In andeek/conclique: Gibbs Sampling for Spatial Data and Concliques

Markov random field models are common for spatial data. Rather than specifying a joint distribution directly, a model is specified through a set of full conditional distributions for each spatial location. The R package conclique provides a way to simulate from a MRF using a Gibbs sampler based on concliques as well as implements a formal goodness-of-fit (GOF) test for model assessment. For reference, see [@kaiser2012goodness].

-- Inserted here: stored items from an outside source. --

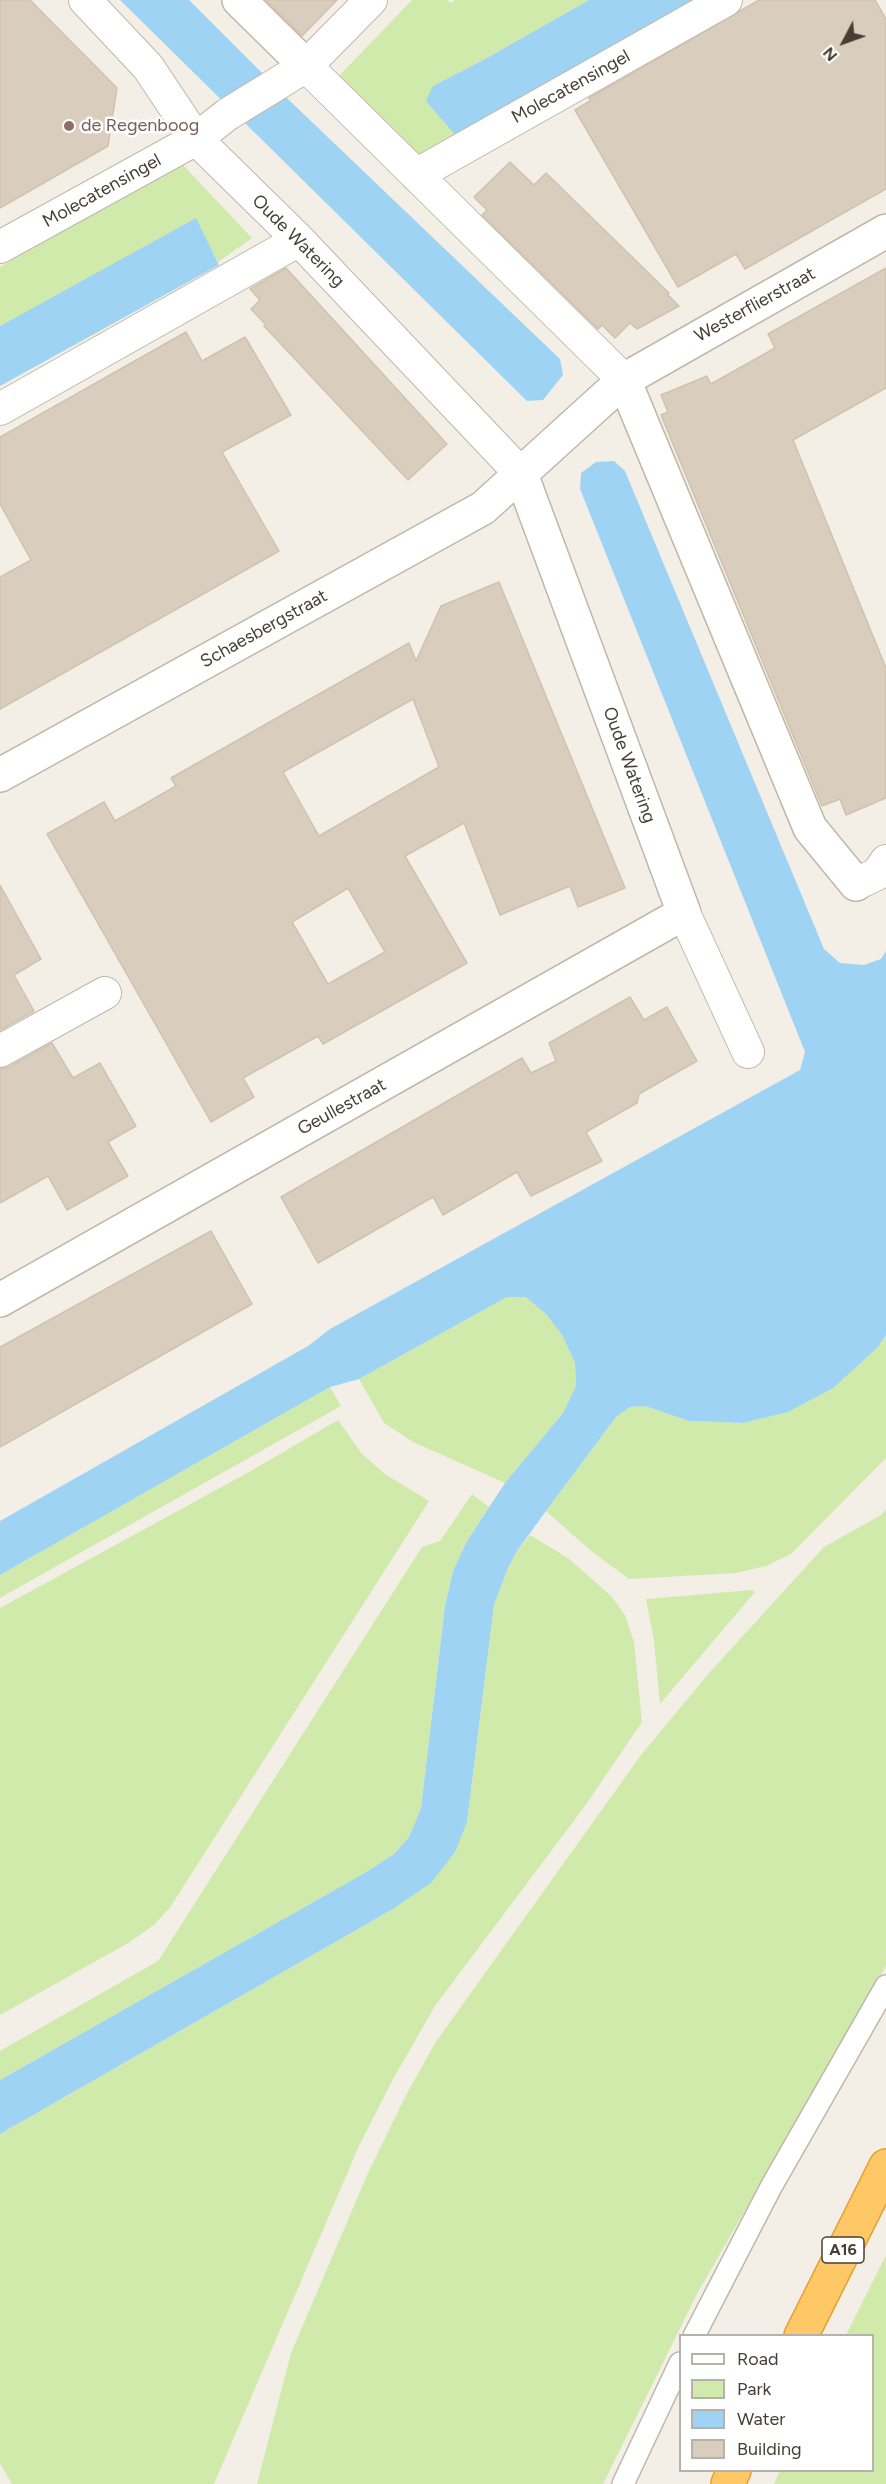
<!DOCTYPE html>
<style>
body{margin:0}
#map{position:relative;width:886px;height:2484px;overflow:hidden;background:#f4efe6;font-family:Figtree,sans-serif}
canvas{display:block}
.legend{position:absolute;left:679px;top:2334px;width:195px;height:138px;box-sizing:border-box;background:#fff;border:2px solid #b5b2ae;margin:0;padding:8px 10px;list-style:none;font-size:18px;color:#473f35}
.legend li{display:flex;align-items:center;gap:12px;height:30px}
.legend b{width:30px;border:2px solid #b5b2ae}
.north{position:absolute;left:814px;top:12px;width:60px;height:60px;-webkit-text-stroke:4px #fff;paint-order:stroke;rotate:229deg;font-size:16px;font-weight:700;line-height:24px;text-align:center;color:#473f35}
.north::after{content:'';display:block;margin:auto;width:21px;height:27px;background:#473f35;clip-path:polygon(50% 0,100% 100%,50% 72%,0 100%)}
</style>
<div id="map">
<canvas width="886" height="2484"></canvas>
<ul class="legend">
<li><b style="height:8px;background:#fff"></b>Road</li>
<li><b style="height:16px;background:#d0eaac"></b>Park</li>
<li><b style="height:16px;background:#9fd3f4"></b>Water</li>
<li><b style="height:16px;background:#d9cdbe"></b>Building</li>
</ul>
<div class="north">N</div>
</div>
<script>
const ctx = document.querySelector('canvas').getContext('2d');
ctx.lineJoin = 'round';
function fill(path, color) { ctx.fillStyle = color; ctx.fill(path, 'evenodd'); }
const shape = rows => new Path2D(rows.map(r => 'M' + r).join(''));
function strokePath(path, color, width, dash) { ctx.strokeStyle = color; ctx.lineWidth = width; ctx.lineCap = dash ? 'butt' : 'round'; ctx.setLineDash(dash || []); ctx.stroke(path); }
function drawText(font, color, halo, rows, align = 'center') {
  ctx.font = font + ' Figtree,sans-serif'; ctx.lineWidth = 5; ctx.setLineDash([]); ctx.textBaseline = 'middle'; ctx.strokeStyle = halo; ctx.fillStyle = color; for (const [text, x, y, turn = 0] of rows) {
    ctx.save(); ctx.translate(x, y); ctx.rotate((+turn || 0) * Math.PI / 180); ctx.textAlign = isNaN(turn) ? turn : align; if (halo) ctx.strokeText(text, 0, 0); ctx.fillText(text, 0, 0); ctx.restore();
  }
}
const green = shape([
 [412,0,448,0,450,3,455,0,589,0,485,59,433,86,458,138,415,162,334,81],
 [181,163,252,238,218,262,195,219,0,326,0,267],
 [526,1296,546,1314,562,1335,575,1363,576,1386,563,1413,505,1483,413,1442,384,1423,359,1379,507,1297],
 [886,1335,886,1458,791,1554,766,1566,736,1573,629,1579,591,1551,546,1511,616,1417,630,1407,645,1406,689,1421,743,1423,787,1412,878,1347],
 [330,1387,341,1406,0,1598,0,1575],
 [338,1420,362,1454,385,1474,429,1501,171,1906,154,1925,130,1942,0,2015,0,1608,249,1472],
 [472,1494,489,1507,467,1541,453,1571,445,1606,421,1808,409,1837,394,1854,368,1871,0,2080,0,2051,158,1961,422,1547,440,1541],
 [886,1509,886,1966,698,2292,603,2484,257,2484,291,2353,368,2173,405,2097,435,2043,641,1755,709,1673,824,1547,881,1515],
 [530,1535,568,1558,612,1597,625,1615,634,1642,642,1722,585,1806,435,2006,392,2081,359,2146,214,2484,12,2484,0,2463,0,2134,393,1909,431,1883,467,1822,494,1605,508,1568,517,1551],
 [752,1590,755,1592,660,1704,654,1641,646,1599],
 [886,2255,886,2484,774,2484,780,2471,872,2470,872,2336,846,2335]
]);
const water = shape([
 [120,0,189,0,291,102,560,359,563,375,543,400,527,401],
 [589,0,696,0,458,138,426,101,433,86,485,59],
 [196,218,219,265,0,386,0,326],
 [614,461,625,471,824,949,840,963,864,965,881,959,886,951,886,1335,878,1347,833,1388,788,1412,743,1423,689,1421,645,1406,630,1407,616,1417,546,1511,517,1551,508,1568,494,1605,467,1822,455,1852,431,1883,393,1909,0,2134,0,2080,368,1871,394,1854,409,1837,421,1808,445,1606,453,1571,467,1541,505,1483,563,1413,576,1386,575,1363,562,1335,546,1314,526,1297,507,1297,359,1379,330,1387,0,1575,0,1521,308,1346,330,1329,800,1070,805,1052,580,489,581,473,596,462]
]);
const building = shape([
 [0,0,30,0,117,88,108,146,0,208,0,0],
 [266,0,337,0,302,36,266,0],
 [759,0,875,0,886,19,886,189,745,269,736,254,678,287,575,110,590,101,589,98,759,0],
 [510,162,534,185,546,173,669,293,667,294,679,306,637,329,630,323,615,338,602,325,598,329,482,215,487,210,474,197,510,162],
 [286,268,447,444,408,480,264,326,266,325,251,309,260,300,250,289,286,268],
 [886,268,886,388,793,440,886,668,886,798,846,815,840,799,822,806,661,415,668,412,661,395,707,376,711,384,775,348,768,334,886,268],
 [186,332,202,361,245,337,291,415,222,452,279,551,0,709,0,577,31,560,0,504,0,437,186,332],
 [499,582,625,888,578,907,570,886,500,915,464,823,405,856,467,963,323,1044,318,1036,243,1078,254,1097,211,1122,47,834,104,802,115,821,176,786,171,778,409,643,416,661,441,606,499,582],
 [413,699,439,767,319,836,283,772,413,699],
 [348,888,385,952,328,984,292,922,348,888],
 [0,885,41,959,14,975,34,1011,0,1030,0,885],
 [630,997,644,1020,667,1007,697,1061,639,1094,637,1103,586,1132,602,1161,531,1196,517,1172,443,1215,433,1197,318,1263,281,1197,522,1058,531,1073,556,1061,549,1043,630,997],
 [52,1043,73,1078,100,1063,136,1126,108,1142,128,1176,67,1210,48,1176,0,1203,0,1069,9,1067,52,1043],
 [211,1231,252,1304,0,1447,0,1347,211,1231]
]);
const service = shape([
 [694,2336,771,2187,886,1986],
 [623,2484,680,2363]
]);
const pedestrian = shape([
 [85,0,148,67,196,139,299,240,521,474],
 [306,66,624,380],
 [416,175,726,0],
 [0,247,196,139,228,114,306,66,371,0],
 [0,409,299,240],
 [856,884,877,874,886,861],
 [684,913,748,1052],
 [0,1051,105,993]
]);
const minor = shape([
 [239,0,306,66],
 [624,380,886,231],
 [0,775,483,508,624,380,810,828,856,884],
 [0,1300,684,913,521,474]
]);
const motorway = shape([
 [801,2336,886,2166],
 [728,2484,734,2470]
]);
const markers = [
 [69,126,6,"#8d6e63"]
];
const shields = [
 [843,2250,42]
];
const shieldNames = [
 ["A16",843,2250]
];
const streetNames = [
 ["Molecatensingel",571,87,-29],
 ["Molecatensingel",102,191,-29],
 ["Oude Watering",298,241,45],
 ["Westerflierstraat",755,305,-29],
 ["Schaesbergstraat",264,629,-29],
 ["Oude Watering",629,765,70],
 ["Geullestraat",342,1107,-29]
];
const educationNames = [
 ["de Regenboog",81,126]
];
fill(green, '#d0eaac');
fill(water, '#9fd3f4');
fill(building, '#d9cdbe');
strokePath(building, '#d1c2ae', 1.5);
strokePath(service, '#c0b7a8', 24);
strokePath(pedestrian, '#c0b7a8', 34);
strokePath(minor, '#c0b7a8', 36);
strokePath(motorway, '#e59d2f', 36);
strokePath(service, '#fff', 21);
strokePath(pedestrian, '#fff', 32);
strokePath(minor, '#fff', 33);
strokePath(motorway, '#ffc866', 33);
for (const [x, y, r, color] of markers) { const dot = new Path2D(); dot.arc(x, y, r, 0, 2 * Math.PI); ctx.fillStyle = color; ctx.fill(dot); strokePath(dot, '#fff', 2); }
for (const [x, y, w] of shields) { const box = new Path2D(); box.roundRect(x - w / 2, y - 13, w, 26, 4.5); ctx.fillStyle = '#fff'; ctx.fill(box); strokePath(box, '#473f35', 1.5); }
drawText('bold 16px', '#473f35', null, shieldNames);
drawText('18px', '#473f35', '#fff', streetNames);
drawText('18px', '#785e54', '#fff', educationNames, 'left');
</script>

This vignette shows an example of how to test for Goodness-of-Fit (GOF) using a conclique-based approach in the package conclique. This example is preceeded by an example of simulating spatial data using conclique-based Gibbs sampling in the vignette Conclique-based Gibbs sampling

library(conclique)
library(dplyr)
library(tidyr)
library(ggplot2)

set.seed(300)
N <- 6
grid <- matrix(1:(N*N), nrow = N)

lattice <- lattice_4nn_torus(c(N, N))
concliques <- min_conclique_cover(lattice)

neighbors <- get_neighbors(lattice)
params <- list(rho = 1, kappa = 0, eta = .24)
inits <- matrix(0, nrow = N, ncol = N)
num_sample <- 10000

conclique_simulation <- run_conclique_gibbs(concliques, neighbors, inits, "gaussian_single_param", params, num_sample)
sequential_simulation <- run_sequential_gibbs(neighbors, inits, "gaussian_single_param", params, num_sample)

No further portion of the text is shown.